Nel terzo atto si compie lo scioglimento affidato al deus ex machina Caronte il quale riesce a liberare Orlando dalla sua insana passione per Angelica e dal rancore per Medoro spruzzandogli in fronte l’acqua del fiume Lete che ha il potere di fargli dimenticare i suoi folli sentimenti e anche di fare perdonare tutti gli atti da lui compiuti in preda alla pazzia. Il lieto fine si compie con la ricomposizione delle coppie: Angelica e Medoro da una parte ed Eurilla e Pasquale dall’altra.
Aperta da un’ouverture, nel quale emerge il conflitto tra la follia e la forza bruta di Orlando da una parte e l’amore dall’altra, l’opera si presenta come una sintesi di elementi tratti dal melodramma italiano e di melodie popolari austriache.
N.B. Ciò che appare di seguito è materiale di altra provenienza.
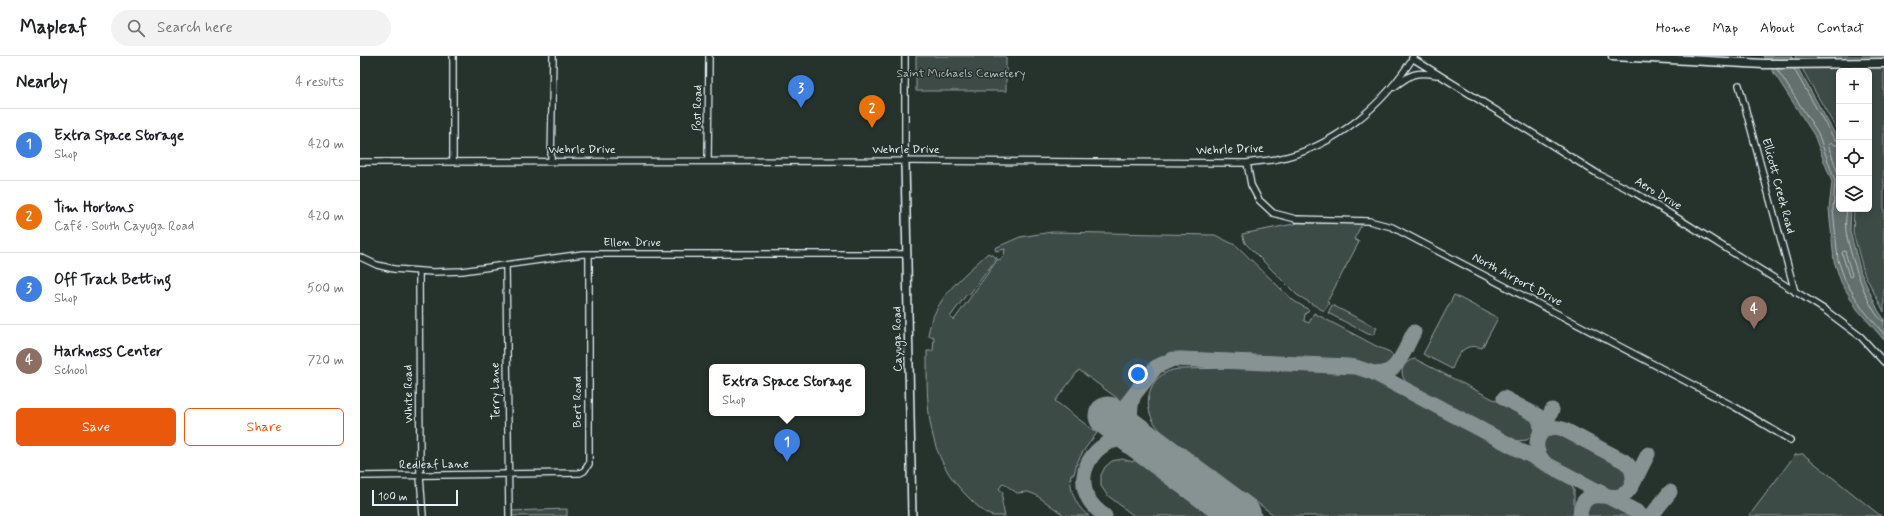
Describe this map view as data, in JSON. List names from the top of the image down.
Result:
{
  "streets": {
    "main road": ["Cayuga Road"],
    "street": [
      "Post Road",
      "Wehrle Drive",
      "Ellicott Creek Road",
      "Aero Drive",
      "Ellen Drive",
      "North Airport Drive",
      "Terry Lane",
      "White Road",
      "Bert Road",
      "Redleaf Lane"
    ]
  },
  "crossings": [
    ["Post Road", "Wehrle Drive"],
    ["Wehrle Drive", "Aero Drive"],
    ["Wehrle Drive", "North Airport Drive"],
    ["Wehrle Drive", "Cayuga Road"],
    ["Ellicott Creek Road", "Aero Drive"],
    ["Ellen Drive", "Cayuga Road"],
    ["Ellen Drive", "Terry Lane"],
    ["Ellen Drive", "White Road"],
    ["Ellen Drive", "Bert Road"],
    ["Terry Lane", "Bert Road"],
    ["Terry Lane", "Redleaf Lane"],
    ["White Road", "Redleaf Lane"],
    ["Bert Road", "Redleaf Lane"]
  ],
  "parks": ["Saint Michaels Cemetery"],
  "scale_bar": "100 m",
  "page": {
    "header": "Mapleaf",
    "search": "Search here",
    "nav": [
      "Home",
      "Map",
      "About",
      "Contact"
    ],
    "heading": ["Nearby", "4 results"],
    "map_buttons": ["+", "−"],
    "pins": [
      "3",
      "2",
      "4",
      "1"
    ],
    "list": [
      {
        "mark": "1",
        "name": "Extra Space Storage",
        "note": "Shop",
        "value": "420 m"
      },
      {
        "mark": "2",
        "name": "Tim Hortons",
        "note": "Café · South Cayuga Road",
        "value": "420 m"
      },
      {
        "mark": "3",
        "name": "Off Track Betting",
        "note": "Shop",
        "value": "500 m"
      },
      {
        "mark": "4",
        "name": "Harkness Center",
        "note": "School",
        "value": "720 m"
      }
    ],
    "popup": ["Extra Space Storage", "Shop"],
    "buttons": ["Save", "Share"],
    "scale": "100 m"
  }
}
Nella rappresentazione dei personaggi, dotati di una fisionomia musicale chiara, non manca l’ironia di Haydn che si esercita su Rodomonte, disegnato con contorni rozzi, e Orlando la cui follia è descritta in modo ora patetico ora comico, mentre sincero è il dolce desiderio di Angelica. Tra le parti migliori si segnalano le arie di Pasquale e i finali particolarmente elaborati.